January - February, 2010: Develop ideas and scripts for either a) for-profit web content; or b) sketches and vignettes for marketing purposes only.
February – April, 2010: Raise financing through registered offerings or private placements. If we are financing for-profit web content, financing needs may be anywhere from $30,000 to almost $100,000, as noted above. Since inception, we have not successfully raised $100,000 in cash, and at this time have no special ideas to raise the necessary funds, other than approaching venture capitalists and other private equity firms who invest in entertainment projects. While subject to the results of our web strategies research, we do not intend at this time to offer any profit participation or other significant financial incentives to entice well-known actors or directors to participate in these productions, although we may nevertheless approach well-known actors, directors, or in the case of our proposed “Flagged” production, professional sports figures, to participate in our web-based projects without significant financial incentives.
April - June, 2010: Produce either for-profit web content or the video sketches and vignettes for marketing purposes only.
June - August, 2010: Distribute the material that we produced.
We have no purchases or sales of plant or significant equipment planned in the next 12 months.

We do not anticipate any significant changes in the number of employees. We currently have zero and anticipate having zero employees in the next 12 months.
Controls and Procedures.

Our principal executive and financial officers have evaluated the effectiveness of our disclosure controls and procedures as of the end of our second quarter (September 30, 2009) for fiscal year 2010, and have concluded that they are not effective to ensure that information required to be disclosed in the reports that we file pursuant to Section 15(d) of the Exchange Act is recorded, processed, summarized and reported within the time periods specified in the rules under the Exchange Act. We based the material weakness noted below in our assessment of our internal control over financial reporting.
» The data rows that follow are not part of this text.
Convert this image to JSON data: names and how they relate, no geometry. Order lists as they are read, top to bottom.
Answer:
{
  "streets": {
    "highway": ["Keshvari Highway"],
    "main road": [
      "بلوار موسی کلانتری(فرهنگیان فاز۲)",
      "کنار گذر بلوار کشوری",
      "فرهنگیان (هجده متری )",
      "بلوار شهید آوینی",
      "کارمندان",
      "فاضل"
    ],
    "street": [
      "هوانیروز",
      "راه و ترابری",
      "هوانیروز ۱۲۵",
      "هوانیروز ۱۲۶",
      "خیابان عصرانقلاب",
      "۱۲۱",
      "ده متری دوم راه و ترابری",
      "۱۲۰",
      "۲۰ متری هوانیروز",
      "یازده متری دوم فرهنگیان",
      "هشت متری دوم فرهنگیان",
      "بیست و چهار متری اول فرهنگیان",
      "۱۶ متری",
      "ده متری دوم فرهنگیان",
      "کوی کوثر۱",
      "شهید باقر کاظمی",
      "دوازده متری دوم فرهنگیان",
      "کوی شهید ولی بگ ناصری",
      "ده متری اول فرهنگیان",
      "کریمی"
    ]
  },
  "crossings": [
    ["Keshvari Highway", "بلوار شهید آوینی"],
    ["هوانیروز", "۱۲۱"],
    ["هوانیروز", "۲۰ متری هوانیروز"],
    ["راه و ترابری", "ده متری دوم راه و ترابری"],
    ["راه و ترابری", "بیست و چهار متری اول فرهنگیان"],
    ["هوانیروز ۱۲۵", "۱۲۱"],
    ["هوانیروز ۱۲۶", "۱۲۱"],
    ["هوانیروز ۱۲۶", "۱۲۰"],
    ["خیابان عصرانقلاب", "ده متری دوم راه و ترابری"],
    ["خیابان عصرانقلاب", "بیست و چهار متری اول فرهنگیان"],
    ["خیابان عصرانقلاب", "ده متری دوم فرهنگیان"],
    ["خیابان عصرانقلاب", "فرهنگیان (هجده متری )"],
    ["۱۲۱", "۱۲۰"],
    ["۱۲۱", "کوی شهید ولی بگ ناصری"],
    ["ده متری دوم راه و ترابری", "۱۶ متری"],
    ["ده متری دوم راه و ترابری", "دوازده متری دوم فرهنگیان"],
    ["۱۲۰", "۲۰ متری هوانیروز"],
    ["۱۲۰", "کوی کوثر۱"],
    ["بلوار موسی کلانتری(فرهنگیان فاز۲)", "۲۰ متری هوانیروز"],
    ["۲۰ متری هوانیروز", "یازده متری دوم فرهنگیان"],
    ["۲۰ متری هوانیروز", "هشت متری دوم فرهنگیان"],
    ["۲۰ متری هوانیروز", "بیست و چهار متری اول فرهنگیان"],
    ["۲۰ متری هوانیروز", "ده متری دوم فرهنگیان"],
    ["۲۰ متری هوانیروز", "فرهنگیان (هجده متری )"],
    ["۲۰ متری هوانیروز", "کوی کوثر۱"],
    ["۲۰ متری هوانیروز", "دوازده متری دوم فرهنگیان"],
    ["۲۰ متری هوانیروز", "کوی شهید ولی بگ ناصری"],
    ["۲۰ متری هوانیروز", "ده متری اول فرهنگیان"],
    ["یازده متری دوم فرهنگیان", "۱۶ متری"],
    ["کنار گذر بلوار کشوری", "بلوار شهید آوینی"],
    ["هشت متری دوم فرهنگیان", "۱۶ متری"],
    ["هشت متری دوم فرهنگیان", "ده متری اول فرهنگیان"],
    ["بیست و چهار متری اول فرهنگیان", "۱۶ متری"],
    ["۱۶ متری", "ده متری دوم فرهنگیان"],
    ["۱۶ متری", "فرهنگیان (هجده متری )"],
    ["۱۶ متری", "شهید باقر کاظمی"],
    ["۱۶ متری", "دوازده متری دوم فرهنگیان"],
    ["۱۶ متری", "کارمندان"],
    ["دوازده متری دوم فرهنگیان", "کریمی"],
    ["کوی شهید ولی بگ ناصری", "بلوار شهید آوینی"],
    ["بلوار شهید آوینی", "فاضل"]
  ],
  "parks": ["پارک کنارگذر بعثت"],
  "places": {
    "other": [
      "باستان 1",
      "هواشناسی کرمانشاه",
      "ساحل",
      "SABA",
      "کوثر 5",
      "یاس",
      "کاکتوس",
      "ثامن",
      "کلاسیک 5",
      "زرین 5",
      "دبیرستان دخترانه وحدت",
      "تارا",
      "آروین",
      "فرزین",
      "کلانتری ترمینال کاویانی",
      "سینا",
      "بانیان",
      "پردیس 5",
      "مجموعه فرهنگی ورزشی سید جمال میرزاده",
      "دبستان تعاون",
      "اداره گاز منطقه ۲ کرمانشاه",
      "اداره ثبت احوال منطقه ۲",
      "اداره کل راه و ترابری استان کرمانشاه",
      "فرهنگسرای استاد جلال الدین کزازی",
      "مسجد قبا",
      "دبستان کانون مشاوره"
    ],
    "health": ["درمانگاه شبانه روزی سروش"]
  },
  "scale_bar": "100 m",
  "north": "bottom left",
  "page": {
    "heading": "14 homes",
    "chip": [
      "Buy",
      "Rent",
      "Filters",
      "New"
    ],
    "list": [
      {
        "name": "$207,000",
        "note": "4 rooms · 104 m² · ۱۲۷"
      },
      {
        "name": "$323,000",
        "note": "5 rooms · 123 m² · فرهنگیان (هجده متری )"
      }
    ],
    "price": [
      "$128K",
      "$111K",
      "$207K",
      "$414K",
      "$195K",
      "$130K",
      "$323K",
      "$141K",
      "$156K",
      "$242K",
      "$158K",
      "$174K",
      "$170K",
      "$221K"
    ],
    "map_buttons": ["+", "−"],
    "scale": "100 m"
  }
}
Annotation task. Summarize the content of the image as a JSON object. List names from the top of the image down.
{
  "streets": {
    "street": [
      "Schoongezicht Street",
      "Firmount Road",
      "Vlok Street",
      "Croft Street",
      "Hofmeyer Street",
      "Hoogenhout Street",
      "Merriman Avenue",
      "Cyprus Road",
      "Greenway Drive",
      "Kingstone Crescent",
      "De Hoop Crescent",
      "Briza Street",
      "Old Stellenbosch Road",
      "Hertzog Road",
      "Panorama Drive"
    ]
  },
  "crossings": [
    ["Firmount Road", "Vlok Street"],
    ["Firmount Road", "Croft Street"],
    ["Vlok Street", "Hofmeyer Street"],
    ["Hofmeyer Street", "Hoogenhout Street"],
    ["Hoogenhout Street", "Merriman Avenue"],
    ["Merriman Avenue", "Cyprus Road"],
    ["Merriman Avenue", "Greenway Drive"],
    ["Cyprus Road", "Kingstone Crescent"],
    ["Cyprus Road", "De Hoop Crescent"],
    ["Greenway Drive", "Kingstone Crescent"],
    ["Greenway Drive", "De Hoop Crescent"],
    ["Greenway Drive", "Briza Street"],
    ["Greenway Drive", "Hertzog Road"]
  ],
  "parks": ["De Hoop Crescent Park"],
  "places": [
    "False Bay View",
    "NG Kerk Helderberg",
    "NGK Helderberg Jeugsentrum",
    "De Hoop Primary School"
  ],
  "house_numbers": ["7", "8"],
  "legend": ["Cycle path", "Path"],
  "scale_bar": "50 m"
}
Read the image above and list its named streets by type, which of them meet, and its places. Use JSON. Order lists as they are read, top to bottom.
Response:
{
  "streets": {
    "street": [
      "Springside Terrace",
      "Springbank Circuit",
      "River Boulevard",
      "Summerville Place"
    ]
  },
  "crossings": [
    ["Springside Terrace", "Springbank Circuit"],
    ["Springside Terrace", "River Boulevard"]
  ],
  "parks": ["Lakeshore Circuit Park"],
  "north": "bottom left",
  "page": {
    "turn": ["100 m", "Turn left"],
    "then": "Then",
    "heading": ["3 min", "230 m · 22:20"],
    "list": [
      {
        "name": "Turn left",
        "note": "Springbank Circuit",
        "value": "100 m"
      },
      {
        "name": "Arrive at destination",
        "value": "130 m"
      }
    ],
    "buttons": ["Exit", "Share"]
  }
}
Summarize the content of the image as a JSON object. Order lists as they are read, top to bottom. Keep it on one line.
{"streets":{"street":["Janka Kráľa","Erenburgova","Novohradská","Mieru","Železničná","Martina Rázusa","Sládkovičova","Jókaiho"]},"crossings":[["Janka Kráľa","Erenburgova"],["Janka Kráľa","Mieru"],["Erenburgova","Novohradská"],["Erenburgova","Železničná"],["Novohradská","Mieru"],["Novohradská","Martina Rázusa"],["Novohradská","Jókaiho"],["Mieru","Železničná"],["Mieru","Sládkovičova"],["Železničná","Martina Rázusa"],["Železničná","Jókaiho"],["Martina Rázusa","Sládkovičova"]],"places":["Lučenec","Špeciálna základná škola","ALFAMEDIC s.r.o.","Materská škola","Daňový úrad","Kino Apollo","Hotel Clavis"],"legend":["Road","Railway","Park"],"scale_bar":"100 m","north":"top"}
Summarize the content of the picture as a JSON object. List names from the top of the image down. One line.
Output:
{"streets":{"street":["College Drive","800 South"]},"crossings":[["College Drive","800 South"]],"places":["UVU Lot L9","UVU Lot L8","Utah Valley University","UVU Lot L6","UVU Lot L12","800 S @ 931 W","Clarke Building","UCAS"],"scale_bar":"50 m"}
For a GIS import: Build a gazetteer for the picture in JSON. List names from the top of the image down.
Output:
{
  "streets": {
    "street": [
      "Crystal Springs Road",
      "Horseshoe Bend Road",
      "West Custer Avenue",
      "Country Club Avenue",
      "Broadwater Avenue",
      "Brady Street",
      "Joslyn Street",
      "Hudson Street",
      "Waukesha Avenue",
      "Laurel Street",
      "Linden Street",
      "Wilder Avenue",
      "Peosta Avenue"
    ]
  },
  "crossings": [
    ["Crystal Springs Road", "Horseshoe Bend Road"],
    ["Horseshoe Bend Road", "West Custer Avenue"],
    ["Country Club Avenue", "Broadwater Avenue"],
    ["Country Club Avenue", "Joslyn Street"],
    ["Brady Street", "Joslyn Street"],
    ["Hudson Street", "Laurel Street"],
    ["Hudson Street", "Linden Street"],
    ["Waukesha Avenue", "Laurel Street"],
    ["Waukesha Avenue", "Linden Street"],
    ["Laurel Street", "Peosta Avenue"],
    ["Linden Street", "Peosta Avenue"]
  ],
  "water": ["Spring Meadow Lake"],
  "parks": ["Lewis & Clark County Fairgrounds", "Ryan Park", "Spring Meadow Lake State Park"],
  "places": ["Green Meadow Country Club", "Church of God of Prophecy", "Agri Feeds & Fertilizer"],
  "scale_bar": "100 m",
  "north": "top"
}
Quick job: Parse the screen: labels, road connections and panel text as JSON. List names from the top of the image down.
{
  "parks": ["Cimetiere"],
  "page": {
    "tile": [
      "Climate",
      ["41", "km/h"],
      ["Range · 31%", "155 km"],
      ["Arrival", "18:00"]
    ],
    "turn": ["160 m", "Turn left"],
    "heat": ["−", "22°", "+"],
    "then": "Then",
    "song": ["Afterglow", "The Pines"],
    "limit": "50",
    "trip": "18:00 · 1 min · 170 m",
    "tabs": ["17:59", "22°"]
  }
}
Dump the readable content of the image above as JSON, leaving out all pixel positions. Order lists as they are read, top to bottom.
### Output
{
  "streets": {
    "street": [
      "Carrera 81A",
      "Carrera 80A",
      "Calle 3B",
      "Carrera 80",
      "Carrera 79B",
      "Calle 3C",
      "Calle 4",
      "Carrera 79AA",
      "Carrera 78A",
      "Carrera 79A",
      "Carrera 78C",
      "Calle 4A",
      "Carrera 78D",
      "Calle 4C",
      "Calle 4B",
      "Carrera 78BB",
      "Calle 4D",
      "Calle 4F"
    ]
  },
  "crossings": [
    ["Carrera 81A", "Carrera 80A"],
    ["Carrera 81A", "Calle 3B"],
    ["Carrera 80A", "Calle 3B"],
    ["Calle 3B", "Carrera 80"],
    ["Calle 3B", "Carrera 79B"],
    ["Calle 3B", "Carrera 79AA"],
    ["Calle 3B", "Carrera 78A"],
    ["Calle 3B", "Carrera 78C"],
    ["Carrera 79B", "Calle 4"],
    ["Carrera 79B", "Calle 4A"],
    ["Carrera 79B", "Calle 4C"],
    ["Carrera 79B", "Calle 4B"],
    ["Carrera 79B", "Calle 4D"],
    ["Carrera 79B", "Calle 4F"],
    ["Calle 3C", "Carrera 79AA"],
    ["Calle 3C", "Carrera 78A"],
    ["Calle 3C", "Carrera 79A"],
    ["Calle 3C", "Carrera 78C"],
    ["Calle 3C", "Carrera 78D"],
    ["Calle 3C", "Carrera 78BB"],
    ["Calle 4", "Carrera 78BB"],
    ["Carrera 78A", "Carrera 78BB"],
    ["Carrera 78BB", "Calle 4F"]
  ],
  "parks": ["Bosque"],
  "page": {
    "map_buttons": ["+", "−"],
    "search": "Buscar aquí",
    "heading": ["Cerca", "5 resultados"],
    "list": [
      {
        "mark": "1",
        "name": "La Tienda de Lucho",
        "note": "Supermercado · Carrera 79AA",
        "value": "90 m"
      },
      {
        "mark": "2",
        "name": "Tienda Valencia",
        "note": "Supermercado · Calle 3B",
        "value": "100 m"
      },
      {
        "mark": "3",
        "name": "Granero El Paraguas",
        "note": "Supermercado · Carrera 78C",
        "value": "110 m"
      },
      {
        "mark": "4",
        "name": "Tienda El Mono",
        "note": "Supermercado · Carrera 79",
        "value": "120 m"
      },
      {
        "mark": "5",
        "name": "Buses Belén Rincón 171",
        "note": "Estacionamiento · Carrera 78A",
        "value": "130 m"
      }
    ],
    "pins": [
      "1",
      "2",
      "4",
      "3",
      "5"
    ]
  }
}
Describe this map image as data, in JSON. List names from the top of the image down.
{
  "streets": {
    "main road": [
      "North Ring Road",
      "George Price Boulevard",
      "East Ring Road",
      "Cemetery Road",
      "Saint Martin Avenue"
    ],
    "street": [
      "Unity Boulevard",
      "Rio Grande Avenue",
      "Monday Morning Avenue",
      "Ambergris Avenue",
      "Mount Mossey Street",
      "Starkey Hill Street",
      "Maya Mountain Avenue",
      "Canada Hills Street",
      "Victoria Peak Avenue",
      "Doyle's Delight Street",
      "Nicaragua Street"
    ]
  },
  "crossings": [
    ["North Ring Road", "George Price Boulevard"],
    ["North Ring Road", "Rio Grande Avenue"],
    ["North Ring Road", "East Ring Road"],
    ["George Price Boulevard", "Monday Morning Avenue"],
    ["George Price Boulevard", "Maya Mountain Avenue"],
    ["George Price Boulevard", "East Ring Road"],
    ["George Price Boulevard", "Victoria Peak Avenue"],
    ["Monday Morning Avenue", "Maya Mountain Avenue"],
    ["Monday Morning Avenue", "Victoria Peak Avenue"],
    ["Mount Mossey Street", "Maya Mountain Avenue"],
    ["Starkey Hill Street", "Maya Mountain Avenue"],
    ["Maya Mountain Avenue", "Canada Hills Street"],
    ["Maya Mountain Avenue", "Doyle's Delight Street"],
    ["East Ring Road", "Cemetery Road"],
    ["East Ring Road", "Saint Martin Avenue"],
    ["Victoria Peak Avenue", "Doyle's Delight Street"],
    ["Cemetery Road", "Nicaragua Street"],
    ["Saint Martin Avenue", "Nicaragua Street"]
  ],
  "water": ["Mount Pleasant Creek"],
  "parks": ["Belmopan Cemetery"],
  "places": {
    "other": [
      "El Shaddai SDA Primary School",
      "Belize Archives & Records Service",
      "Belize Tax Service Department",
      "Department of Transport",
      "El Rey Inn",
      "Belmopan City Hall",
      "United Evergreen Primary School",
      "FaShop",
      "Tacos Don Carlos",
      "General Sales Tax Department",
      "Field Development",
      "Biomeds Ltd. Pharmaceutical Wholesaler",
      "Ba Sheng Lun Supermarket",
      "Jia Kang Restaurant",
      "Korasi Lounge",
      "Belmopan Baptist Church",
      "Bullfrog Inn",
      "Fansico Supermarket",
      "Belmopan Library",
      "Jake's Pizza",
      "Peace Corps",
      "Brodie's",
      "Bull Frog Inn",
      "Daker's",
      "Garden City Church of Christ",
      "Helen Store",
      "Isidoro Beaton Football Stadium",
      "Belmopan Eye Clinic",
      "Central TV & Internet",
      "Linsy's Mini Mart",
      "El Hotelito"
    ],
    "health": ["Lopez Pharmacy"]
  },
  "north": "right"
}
A material weakness is a deficiency, or combination of deficiencies, in internal control over financial reporting, such that there is a reasonable possibility that a material misstatement of the Company's annual or interim financial statements will not be prevented or detected on a timely basis. In its assessment of the effectiveness of internal control over financial reporting as of September 30, 2009, the Company determined that we had a material weakness, as described below and therefore our internal controls over financial reporting were not effective.

We noted we have a material weakness regarding proper segregation of duties for the preparation of our financial statements. As of September 30, 2009, the majority of the preparation of financial statements was carried out by one person, who is an independent CPA to the Company. Additionally, the Company currently only has one officer/director having oversight on all transactions.  We plan to remedy the material weakness once operations expand to include employees, and/or the production of self-generated and owned entertainment products.

There have been no changes in our internal control over financial reporting during the first quarter of our current fiscal year 2010 that has materially affected, or is reasonably likely to materially affect, our internal control over financial reporting.
Legal Proceedings.

We are not a party to any pending legal proceeding, nor are we aware of any proceeding contemplated by any governmental authority.

Financial statements are included in the body of this report.

Exhibit Index:
* Certificate of Incorporation  [incorporated by reference to Form 10-K filed on July 10, 2009]
* Certificate of Amendment of Certificate of Incorporation  [incorporated by reference to Form S-1 filed on January 21, 2009]
* By-laws  [incorporated by reference to Form 10-K filed on July 10, 2009]
* Instruments defining rights of security holders  [see By-laws]
* Rule 15d-14(a) Certifications  Exhibit (31)(i)
* Section 1350 Certification   Exhibit (32)


Pursuant to the requirements of the Securities Exchange Act of 1934, the registrant has duly caused this report to be signed on its behalf by the undersigned, thereunto duly authorized.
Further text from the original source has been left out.